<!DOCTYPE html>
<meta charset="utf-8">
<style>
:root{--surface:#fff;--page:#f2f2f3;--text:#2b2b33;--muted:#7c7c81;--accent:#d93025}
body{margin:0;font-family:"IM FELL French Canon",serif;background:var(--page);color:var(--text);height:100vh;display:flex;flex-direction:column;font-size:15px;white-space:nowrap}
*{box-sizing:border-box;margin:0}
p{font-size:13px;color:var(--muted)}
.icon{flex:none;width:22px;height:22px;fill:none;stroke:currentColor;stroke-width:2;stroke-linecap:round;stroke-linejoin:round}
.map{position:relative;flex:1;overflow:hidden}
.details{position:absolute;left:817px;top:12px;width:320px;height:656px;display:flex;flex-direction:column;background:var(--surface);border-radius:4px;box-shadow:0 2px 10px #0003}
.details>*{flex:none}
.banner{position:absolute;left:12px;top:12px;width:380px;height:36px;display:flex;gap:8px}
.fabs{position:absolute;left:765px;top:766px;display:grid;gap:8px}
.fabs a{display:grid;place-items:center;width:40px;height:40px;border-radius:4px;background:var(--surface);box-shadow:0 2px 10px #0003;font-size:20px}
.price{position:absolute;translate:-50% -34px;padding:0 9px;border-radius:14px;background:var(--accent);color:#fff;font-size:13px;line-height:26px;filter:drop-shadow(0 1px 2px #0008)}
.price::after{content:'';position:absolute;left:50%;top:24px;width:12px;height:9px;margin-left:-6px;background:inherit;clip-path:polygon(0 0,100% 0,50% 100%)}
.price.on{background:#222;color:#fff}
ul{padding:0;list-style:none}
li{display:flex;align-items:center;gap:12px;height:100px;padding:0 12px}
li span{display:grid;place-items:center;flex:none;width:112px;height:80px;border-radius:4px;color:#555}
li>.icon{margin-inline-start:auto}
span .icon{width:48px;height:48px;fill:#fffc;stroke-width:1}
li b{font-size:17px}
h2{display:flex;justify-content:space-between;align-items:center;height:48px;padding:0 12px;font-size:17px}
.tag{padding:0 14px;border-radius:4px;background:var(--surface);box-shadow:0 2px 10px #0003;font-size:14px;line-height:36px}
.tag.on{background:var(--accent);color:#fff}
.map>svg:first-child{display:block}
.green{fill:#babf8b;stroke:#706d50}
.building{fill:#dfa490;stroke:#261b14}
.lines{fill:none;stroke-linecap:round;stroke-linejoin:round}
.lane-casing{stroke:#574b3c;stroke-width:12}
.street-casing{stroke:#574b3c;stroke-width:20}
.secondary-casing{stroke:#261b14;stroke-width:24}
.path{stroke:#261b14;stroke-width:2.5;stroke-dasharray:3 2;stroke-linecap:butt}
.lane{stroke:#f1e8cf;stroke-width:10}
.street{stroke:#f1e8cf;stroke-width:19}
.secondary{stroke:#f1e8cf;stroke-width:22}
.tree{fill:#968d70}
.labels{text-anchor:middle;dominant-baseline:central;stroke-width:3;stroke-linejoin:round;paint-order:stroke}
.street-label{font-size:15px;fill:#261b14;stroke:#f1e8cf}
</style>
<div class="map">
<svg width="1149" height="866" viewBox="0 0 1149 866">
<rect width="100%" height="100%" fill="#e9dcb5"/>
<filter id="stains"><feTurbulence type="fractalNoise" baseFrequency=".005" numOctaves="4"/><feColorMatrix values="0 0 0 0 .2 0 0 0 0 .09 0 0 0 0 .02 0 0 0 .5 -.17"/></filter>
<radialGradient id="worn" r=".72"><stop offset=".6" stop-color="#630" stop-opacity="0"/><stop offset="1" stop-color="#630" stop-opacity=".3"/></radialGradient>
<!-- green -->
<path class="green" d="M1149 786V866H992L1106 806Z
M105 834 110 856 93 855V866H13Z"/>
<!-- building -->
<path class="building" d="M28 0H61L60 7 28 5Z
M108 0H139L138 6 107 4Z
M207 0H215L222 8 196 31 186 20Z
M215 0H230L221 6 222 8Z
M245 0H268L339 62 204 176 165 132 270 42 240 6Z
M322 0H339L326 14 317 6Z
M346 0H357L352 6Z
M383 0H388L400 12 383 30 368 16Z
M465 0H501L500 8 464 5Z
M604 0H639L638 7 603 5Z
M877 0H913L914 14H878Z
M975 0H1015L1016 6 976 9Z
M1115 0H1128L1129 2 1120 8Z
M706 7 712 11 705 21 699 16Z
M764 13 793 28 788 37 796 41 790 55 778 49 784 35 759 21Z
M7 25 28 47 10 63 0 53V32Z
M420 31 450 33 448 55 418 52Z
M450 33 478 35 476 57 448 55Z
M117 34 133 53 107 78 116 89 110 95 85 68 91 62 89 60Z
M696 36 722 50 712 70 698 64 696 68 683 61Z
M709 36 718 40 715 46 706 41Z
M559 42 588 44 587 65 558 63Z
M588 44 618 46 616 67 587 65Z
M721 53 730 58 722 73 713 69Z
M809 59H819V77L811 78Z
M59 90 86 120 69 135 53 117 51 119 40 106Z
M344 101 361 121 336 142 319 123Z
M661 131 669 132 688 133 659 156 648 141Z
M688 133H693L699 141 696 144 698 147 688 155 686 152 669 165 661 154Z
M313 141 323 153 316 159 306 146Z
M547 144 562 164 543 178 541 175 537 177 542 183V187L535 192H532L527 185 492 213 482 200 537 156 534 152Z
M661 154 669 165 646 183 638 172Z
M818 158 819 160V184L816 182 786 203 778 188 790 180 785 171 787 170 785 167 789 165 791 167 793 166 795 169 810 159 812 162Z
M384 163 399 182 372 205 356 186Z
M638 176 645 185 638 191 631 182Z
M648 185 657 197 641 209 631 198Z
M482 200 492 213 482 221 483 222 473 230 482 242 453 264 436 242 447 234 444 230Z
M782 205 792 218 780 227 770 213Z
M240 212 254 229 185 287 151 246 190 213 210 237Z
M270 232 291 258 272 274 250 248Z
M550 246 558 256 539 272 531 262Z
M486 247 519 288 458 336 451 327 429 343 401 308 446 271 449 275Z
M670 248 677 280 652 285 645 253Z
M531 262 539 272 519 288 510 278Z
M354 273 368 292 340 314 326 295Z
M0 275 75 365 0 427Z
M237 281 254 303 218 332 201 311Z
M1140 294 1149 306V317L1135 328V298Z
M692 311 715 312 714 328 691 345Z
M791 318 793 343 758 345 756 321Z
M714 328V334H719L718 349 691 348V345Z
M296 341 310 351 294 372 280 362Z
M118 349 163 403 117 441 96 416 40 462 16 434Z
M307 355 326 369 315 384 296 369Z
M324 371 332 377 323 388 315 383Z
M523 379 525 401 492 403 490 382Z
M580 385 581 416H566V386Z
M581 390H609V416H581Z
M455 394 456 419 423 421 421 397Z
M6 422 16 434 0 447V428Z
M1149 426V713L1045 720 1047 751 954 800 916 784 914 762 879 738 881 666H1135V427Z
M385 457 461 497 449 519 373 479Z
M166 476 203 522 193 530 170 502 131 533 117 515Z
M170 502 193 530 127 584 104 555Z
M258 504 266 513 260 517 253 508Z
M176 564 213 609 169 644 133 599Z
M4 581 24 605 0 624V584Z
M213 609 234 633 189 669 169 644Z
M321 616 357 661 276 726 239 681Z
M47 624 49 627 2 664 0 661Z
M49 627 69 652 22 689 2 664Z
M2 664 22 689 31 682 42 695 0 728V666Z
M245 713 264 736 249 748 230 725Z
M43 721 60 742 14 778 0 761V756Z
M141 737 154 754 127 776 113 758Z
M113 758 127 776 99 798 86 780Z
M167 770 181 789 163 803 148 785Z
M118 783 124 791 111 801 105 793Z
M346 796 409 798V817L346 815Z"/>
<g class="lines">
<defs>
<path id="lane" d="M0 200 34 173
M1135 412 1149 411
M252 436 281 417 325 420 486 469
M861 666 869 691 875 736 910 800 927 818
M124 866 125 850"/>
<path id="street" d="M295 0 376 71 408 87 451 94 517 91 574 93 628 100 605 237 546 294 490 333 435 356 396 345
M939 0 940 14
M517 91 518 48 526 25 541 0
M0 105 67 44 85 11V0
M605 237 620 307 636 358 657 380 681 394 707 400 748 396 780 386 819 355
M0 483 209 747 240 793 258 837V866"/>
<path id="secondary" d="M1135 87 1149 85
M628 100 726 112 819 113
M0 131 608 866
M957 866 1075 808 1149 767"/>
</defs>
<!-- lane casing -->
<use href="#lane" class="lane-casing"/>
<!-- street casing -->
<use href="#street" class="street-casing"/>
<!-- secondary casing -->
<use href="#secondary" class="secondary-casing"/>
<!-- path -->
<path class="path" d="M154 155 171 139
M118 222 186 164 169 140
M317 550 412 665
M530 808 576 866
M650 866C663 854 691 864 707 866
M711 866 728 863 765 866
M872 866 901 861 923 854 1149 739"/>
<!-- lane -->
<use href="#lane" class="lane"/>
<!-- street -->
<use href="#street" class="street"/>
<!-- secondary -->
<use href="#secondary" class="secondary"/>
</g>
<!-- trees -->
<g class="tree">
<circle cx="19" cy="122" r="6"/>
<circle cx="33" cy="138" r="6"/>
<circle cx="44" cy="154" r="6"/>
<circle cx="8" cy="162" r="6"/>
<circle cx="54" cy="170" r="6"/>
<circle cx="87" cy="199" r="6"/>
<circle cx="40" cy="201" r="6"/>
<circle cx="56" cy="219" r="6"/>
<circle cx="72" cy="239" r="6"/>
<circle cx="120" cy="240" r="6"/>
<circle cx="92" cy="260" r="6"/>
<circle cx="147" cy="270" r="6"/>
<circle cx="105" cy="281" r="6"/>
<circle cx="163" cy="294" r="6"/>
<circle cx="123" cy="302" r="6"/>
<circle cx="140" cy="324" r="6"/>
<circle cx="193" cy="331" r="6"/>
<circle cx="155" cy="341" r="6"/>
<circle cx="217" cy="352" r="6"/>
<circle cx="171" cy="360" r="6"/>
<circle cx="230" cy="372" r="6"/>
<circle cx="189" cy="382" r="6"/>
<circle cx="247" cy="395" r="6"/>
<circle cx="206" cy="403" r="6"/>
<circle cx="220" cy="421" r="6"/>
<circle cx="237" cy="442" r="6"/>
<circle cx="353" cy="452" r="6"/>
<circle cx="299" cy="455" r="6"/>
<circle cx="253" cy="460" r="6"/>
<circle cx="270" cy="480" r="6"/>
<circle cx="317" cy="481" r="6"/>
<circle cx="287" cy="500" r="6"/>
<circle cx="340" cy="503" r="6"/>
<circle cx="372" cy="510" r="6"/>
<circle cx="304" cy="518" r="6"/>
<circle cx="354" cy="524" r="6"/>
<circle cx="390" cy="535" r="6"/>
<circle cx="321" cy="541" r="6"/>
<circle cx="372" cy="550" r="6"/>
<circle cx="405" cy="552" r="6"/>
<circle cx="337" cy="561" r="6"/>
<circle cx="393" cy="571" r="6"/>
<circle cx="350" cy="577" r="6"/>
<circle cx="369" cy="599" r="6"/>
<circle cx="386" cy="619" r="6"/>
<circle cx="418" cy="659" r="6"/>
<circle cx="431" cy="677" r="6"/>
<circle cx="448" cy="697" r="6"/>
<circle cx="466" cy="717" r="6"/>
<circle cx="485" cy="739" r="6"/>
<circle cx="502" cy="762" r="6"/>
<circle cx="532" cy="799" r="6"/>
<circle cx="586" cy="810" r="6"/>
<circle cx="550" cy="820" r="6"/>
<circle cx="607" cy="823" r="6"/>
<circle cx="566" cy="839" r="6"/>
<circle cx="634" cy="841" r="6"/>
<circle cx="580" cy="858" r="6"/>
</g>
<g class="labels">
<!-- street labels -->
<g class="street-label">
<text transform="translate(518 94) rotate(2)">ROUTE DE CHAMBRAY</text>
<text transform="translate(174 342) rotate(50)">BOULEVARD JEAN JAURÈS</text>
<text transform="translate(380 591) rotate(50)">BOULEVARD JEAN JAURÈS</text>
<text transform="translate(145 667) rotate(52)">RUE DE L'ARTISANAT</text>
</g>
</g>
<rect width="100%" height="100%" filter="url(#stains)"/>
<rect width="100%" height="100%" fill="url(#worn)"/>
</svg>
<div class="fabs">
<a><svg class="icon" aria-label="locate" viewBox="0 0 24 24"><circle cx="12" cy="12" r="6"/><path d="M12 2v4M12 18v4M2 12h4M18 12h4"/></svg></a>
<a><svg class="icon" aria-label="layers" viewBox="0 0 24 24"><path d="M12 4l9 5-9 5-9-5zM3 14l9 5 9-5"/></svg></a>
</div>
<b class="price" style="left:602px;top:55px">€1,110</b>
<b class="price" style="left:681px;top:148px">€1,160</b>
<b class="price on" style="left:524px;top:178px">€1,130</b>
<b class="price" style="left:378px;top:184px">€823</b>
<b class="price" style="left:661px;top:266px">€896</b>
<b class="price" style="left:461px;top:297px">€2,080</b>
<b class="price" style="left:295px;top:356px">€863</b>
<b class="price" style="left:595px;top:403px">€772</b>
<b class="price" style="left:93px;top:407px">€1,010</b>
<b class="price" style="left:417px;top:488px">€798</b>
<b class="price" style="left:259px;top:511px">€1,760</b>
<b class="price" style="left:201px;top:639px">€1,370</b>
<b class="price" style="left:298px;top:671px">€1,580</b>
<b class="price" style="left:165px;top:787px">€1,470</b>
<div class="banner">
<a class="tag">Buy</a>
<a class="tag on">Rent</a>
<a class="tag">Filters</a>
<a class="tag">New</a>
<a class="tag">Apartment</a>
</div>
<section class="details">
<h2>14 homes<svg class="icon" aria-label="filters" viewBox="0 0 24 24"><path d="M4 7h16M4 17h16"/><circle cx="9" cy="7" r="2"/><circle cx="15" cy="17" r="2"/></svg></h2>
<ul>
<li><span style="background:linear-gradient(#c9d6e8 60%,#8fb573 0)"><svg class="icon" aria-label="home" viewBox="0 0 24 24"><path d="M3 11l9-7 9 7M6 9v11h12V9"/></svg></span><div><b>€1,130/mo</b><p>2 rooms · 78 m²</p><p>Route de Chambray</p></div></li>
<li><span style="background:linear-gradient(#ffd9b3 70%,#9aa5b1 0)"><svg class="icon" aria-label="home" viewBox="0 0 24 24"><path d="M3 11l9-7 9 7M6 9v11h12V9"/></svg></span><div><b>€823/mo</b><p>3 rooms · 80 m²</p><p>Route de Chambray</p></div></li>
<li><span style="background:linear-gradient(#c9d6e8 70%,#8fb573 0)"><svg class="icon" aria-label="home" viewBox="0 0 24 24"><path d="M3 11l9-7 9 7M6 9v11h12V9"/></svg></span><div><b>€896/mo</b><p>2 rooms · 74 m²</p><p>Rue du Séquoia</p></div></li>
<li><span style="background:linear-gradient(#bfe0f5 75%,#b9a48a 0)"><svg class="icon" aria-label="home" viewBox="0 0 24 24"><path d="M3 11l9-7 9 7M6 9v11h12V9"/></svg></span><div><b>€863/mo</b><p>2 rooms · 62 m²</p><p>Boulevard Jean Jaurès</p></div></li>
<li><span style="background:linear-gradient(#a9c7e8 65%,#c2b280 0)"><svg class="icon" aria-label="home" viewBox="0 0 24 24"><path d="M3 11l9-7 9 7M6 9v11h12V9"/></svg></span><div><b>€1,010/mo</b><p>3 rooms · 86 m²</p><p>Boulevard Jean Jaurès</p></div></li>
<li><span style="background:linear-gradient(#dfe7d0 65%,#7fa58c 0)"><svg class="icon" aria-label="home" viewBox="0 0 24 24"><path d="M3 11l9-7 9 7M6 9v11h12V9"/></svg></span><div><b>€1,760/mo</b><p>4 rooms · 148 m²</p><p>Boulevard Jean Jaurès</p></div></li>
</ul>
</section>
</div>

════════════════

TASK TO COMPLETE: Copy out the lines of the data where the word "worn" can be found.

TASK OUTPUT:
<radialGradient id="worn" r=".72"><stop offset=".6" stop-color="#630" stop-opacity="0"/><stop offset="1" stop-color="#630" stop-opacity=".3"/></radialGradient>
<rect width="100%" height="100%" fill="url(#worn)"/>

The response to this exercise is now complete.